The overland trip was a dreadful week of fighting mosquitoes, eating bad food, and sloshing along muddy roads. Without being robbed or dumped in the jungle, Henry’s biggest fears, they arrived in Chagres and, after a four-day layover, boarded the steamer Philadelphia for the ten-day voyage to New Orleans.

Henry and Cullen were sitting on deck when the ship sailed into the Gulf of Mexico. “Have you thought about what you’re going to say to the MacKlennas?” Henry asked.

“I’ve thought of nothing else,” Cullen said.

“Are you going to tell them about Kit?”

“I don’t know.” Cullen closed his eyes and let the sea breeze drift over him. The headache lessened since leaving Chagres, and he was resting better. The dizziness still bothered him, but he could walk without squeezing the blood from Henry’s arm, and his appetite had improved. The water was his healing place, and he felt it at work now. Although he had no memory of falling from the cliff into the river, he sensed Kristen’s presence. Maybe she’d been there. Maybe she had rescued him, just like in his dream. Maybe.

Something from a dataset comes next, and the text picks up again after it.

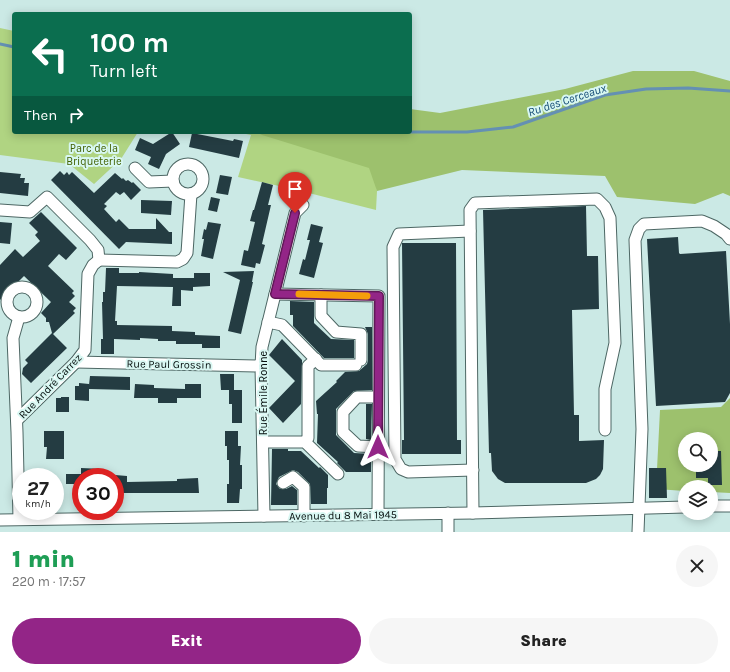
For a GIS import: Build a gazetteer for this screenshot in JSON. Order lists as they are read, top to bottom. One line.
{"streets":{"street":["Rue Paul Grossin","Rue André Carrez","Rue Émile Ronne","Avenue du 8 Mai 1945"]},"crossings":[["Rue Paul Grossin","Rue André Carrez"],["Rue Paul Grossin","Rue Émile Ronne"],["Rue Émile Ronne","Avenue du 8 Mai 1945"]],"water":["Ru des Cerceaux"],"parks":["Parc de la Briqueterie"],"page":{"turn":["100 m","Turn left"],"then":"Then","speed":"27 km/h","limit":"30","heading":["1 min","220 m · 17:57"],"buttons":["Exit","Share"]}}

Henry lit his pipe. “Never been to New Orleans.”

“Braham and I were there four years ago.” Cullen remembered very little about the visit other than bottles of bourbon and several faceless, nameless French women. He winced at the memory.

 At New Orleans, Cullen booked passage on the A.L.Shotwell, and although Henry wanted to spend a couple of days in the city, Cullen was pleased the paddle wheeler was scheduled to depart for the upriver trip the next morning.

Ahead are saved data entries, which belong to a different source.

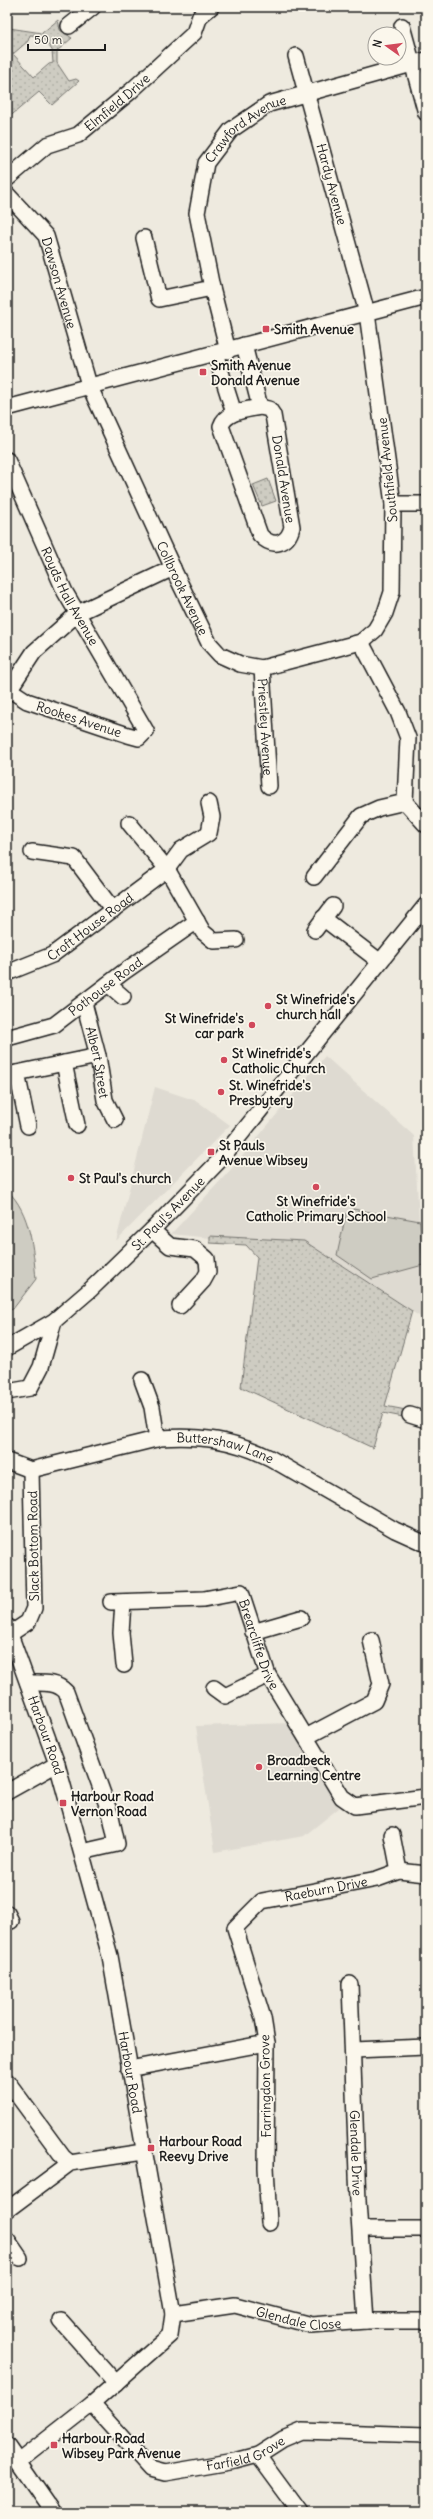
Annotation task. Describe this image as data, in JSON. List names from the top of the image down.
{
  "streets": {
    "street": [
      "Elmfield Drive",
      "Crawford Avenue",
      "Hardy Avenue",
      "Dawson Avenue",
      "Southfield Avenue",
      "Donald Avenue",
      "Collbrook Avenue",
      "Royds Hall Avenue",
      "Rookes Avenue",
      "Priestley Avenue",
      "Croft House Road",
      "Pothouse Road",
      "Albert Street",
      "St. Paul's Avenue",
      "Buttershaw Lane",
      "Slack Bottom Road",
      "Brearcliffe Drive",
      "Harbour Road",
      "Raeburn Drive",
      "Farringdon Grove",
      "Glendale Drive",
      "Glendale Close",
      "Farfield Grove"
    ]
  },
  "crossings": [
    ["Crawford Avenue", "Hardy Avenue"],
    ["Hardy Avenue", "Southfield Avenue"],
    ["Dawson Avenue", "Collbrook Avenue"],
    ["Southfield Avenue", "Collbrook Avenue"],
    ["Collbrook Avenue", "Priestley Avenue"],
    ["Royds Hall Avenue", "Rookes Avenue"],
    ["Pothouse Road", "Albert Street"],
    ["Buttershaw Lane", "Slack Bottom Road"],
    ["Slack Bottom Road", "Harbour Road"],
    ["Harbour Road", "Glendale Close"],
    ["Harbour Road", "Farfield Grove"],
    ["Raeburn Drive", "Farringdon Grove"],
    ["Glendale Drive", "Glendale Close"]
  ],
  "places": {
    "transit": [
      "Smith Avenue",
      "Smith Avenue Donald Avenue",
      "St Pauls Avenue Wibsey",
      "Harbour Road Vernon Road",
      "Harbour Road Reevy Drive",
      "Harbour Road Wibsey Park Avenue"
    ],
    "other": [
      "St Winefride's church hall",
      "St Winefride's car park",
      "St Winefride's Catholic Church",
      "St. Winefride's Presbytery",
      "St Paul's church",
      "St Winefride's Catholic Primary School",
      "Broadbeck Learning Centre"
    ]
  },
  "scale_bar": "50 m",
  "north": "left"
}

Six days later as they neared Louisville’s port, Cullen was standing on deck humming.

“What’s that music?” Henry asked.

“One of Kit’s songs, I can feel you all around me, sweetening the air I breathe. I feel her, Henry—in here.” Cullen tapped his chest. “I will see her again.”

Henry’s jaw stiffened. “Come on, let’s go ashore. We’ve a train to catch.”

Cullen took a deep breath. I will see you again.

The train stopped in Midway, Kentucky, and they disembarked.

“Quaint little town,” Henry said.

“I hope this quaint little town has a livery to hire a horse or carriage.” 

Henry glanced down the street. “Wait here.” A few minutes later, a carriage stopped in front of the depot. Henry opened the door and leaned out. “We have a ride.”

Cullen climbed aboard glad for the bit of warmth inside the carriage. The weather was brisk. Autumn had shoved summer aside, leaving the day dressed in a glorious, red-golden coat. 

“Where to, suh?” the driver asked.

“MacKlenna Farm. Do you know it?” Cullen asked.

“Yes, suh. Everybody know they MacKlennas. Law, they rich folk. Old Mister Thomas, he look like he having the finest time now his granddaughter come a home. You’n go there now, not a speck a interest in dying no more. He gone be a great-grandaddy fore spring.”

Cullen let the driver talk while he settled into the seat and made a notation in his journal: November 11, 1852, noon, arrived Midway, Kentucky. What will I find?